I'm sorry for the situation but kids need protecting.

I nearly killed a man when I was 14 who was strangling and raping my 13 year old sister.

He was a member in good standing in our church. I knew him for what he was and I was just a boy.

The useless idiots in our church accepted him even though he was obviously evil.

None of the so called men stood up for my sister. None of them protected us from him so at 14 I said goodbye to what little human softness I had left from a lifetime of abuse and gave myself to cold rage.

I did what should have been done by a Christian man but no one had the backbone.

I went nuclear on him. I was so black, I don't even remember everything but I had him dead to rights in seconds with a huge knife ready to slide into his heart.

The only reason that sack of shyt is breathing today is because my mom heard the commotion and saw that I was about to take a life and screamed like the gates of hell just opened.

I am scarred. I hate what I had to become to save my sister.

I shouldn't have had to be my sister's savior. If not me then no one because all those "good" Christian men don't get angry and are so good to forgive and shame anyone else who has reservations about letting a fvcking monster loose near my 13 year old sister!

What happened to us would have been prevented if the church had been more about protecting kids instead of ignoring the wicked under the guise of forgiveness!
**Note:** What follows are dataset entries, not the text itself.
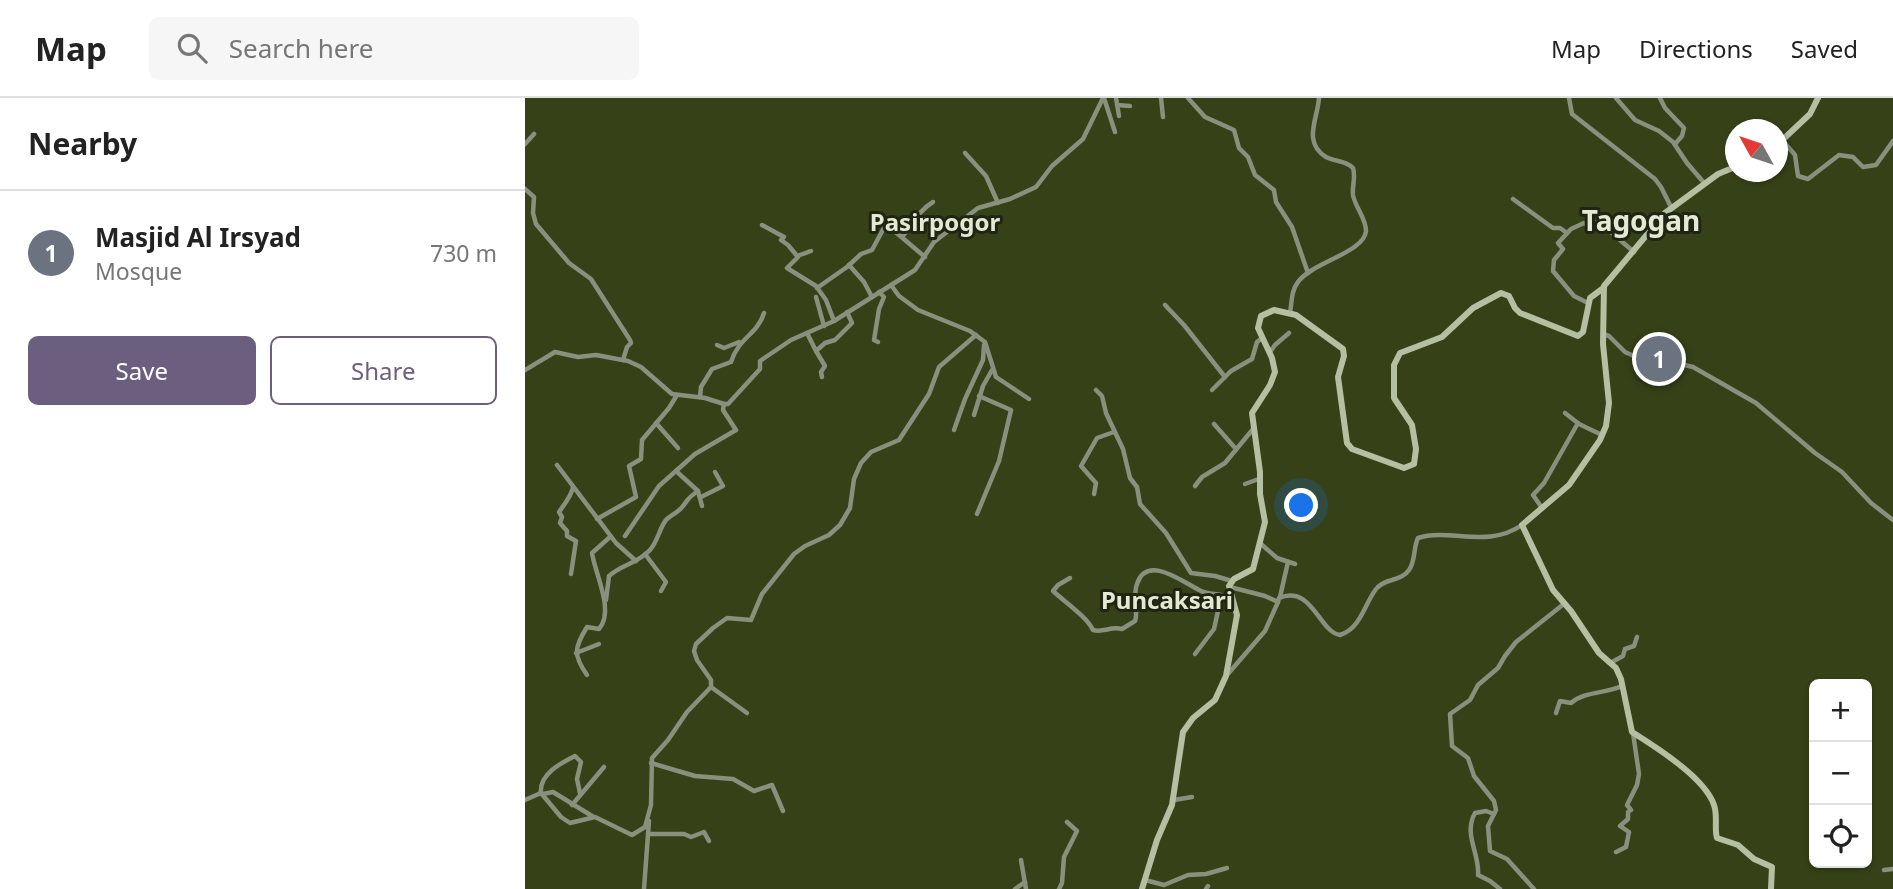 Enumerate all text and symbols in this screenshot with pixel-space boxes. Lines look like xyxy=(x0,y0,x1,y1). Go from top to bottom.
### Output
search box xyxy=(149,17,639,80)
text: Map xyxy=(35,26,107,71)
icon: search xyxy=(173,29,211,67)
text: Search here xyxy=(229,30,373,66)
text: Map xyxy=(1551,32,1601,65)
text: Directions xyxy=(1639,32,1753,65)
text: Saved xyxy=(1791,32,1858,65)
north arrow xyxy=(1725,119,1788,182)
text: Nearby xyxy=(28,123,137,164)
district label: Tagogan xyxy=(1582,201,1700,239)
district label: Pasirpogor xyxy=(870,205,1000,238)
text: Masjid Al Irsyad xyxy=(95,219,301,255)
text: 1 xyxy=(44,237,58,269)
text: 730 m xyxy=(430,237,497,269)
text: Mosque xyxy=(95,255,182,287)
pin: 1 xyxy=(1636,333,1682,385)
button: Save xyxy=(28,336,256,405)
button: Share xyxy=(270,336,497,405)
your location xyxy=(1284,488,1318,522)
district label: Puncaksari xyxy=(1101,583,1233,616)
map controls xyxy=(1809,679,1872,868)
button: + xyxy=(1809,679,1872,742)
button: − xyxy=(1809,742,1872,805)
button: locate xyxy=(1809,805,1872,868) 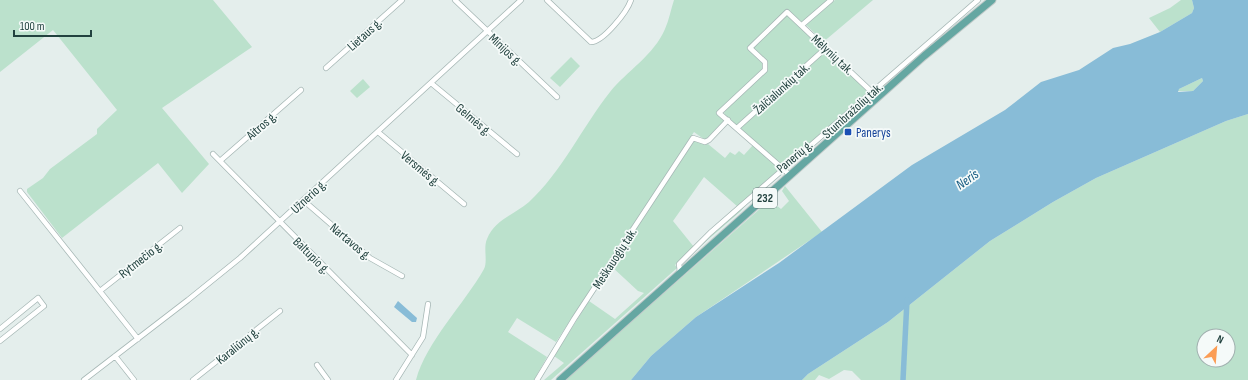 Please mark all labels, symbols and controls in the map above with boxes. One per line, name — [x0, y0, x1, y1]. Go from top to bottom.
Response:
scale bar — [14, 12, 91, 38]
street label: Lietaus g. — [344, 15, 385, 54]
text: 100 m — [20, 19, 45, 34]
street label: Minijos g. — [485, 30, 525, 69]
street label: Mėlynių tak. — [808, 31, 857, 78]
street label: Žalčialunkių tak. — [750, 59, 813, 118]
street label: Stumbražolių tak. — [819, 79, 886, 142]
street label: Gelmės g. — [452, 100, 495, 139]
street label: Aitros g. — [242, 108, 280, 144]
place label: Panerys — [856, 125, 891, 141]
marker: Panerys — [843, 127, 853, 137]
street label: Panerių g. — [773, 137, 816, 177]
street label: Versmės g. — [397, 148, 443, 190]
water label: Neris — [953, 166, 982, 193]
street label: Užnerio g. — [287, 176, 330, 217]
road number: 232 — [753, 188, 777, 208]
street label: Nartavos g. — [326, 220, 374, 264]
street label: Meškauogių tak. — [589, 225, 641, 292]
street label: Baltupio g. — [290, 234, 333, 277]
street label: Rytmečio g. — [116, 238, 166, 282]
street label: Karaliūnų g. — [213, 324, 262, 368]
north arrow — [1196, 328, 1236, 368]
text: N — [1215, 332, 1226, 347] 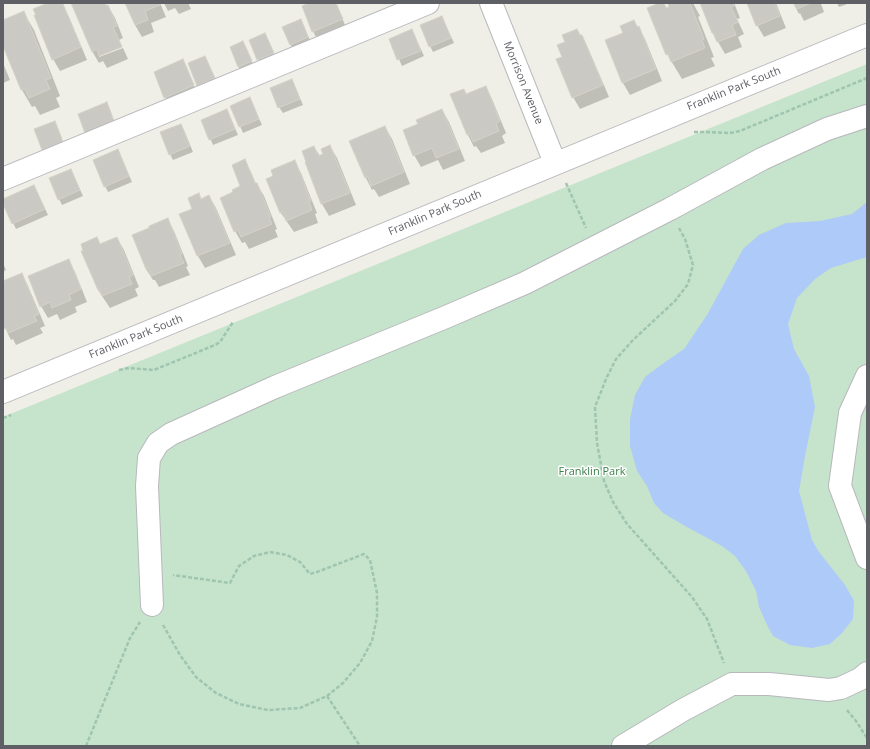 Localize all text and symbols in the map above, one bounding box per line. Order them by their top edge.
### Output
street label: Morrison Avenue [500,40,546,126]
street label: Franklin Park South [685,64,783,114]
street label: Franklin Park South [386,187,484,239]
street label: Franklin Park South [87,312,185,362]
park label: Franklin Park [559,465,625,479]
If I'm out of line, I do apologize. I'm obviously close to issues like this and I want folks to get it.
_Posted via Mobile Device_


----------



## AliceA (Jul 29, 2010)

That's truly terrible, Conan. I'm very sorry to hear that you and your sister went through that.

This thread makes me think of a quote from Boondock Saints that has always stayed with me: "Now, we must all fear evil men. But there is another kind of evil which we must fear most, and that is the indifference of good men."

People have to stand up and say that it's not okay. You don't just get to say sorry and all is forgiven. That's a major problem with religion in the first place imo. Apparently all you have to do is ask for forgiveness and your sins are wiped clean. It's BS. They are never wiped clean. It happened and you don't get to wipe that from your slate.


----------



## ConanHub (Aug 9, 2013)

I believe you can be forgiven so you don't have to endure eternal punishment but that doesn't take away repercussions for your actions here and now.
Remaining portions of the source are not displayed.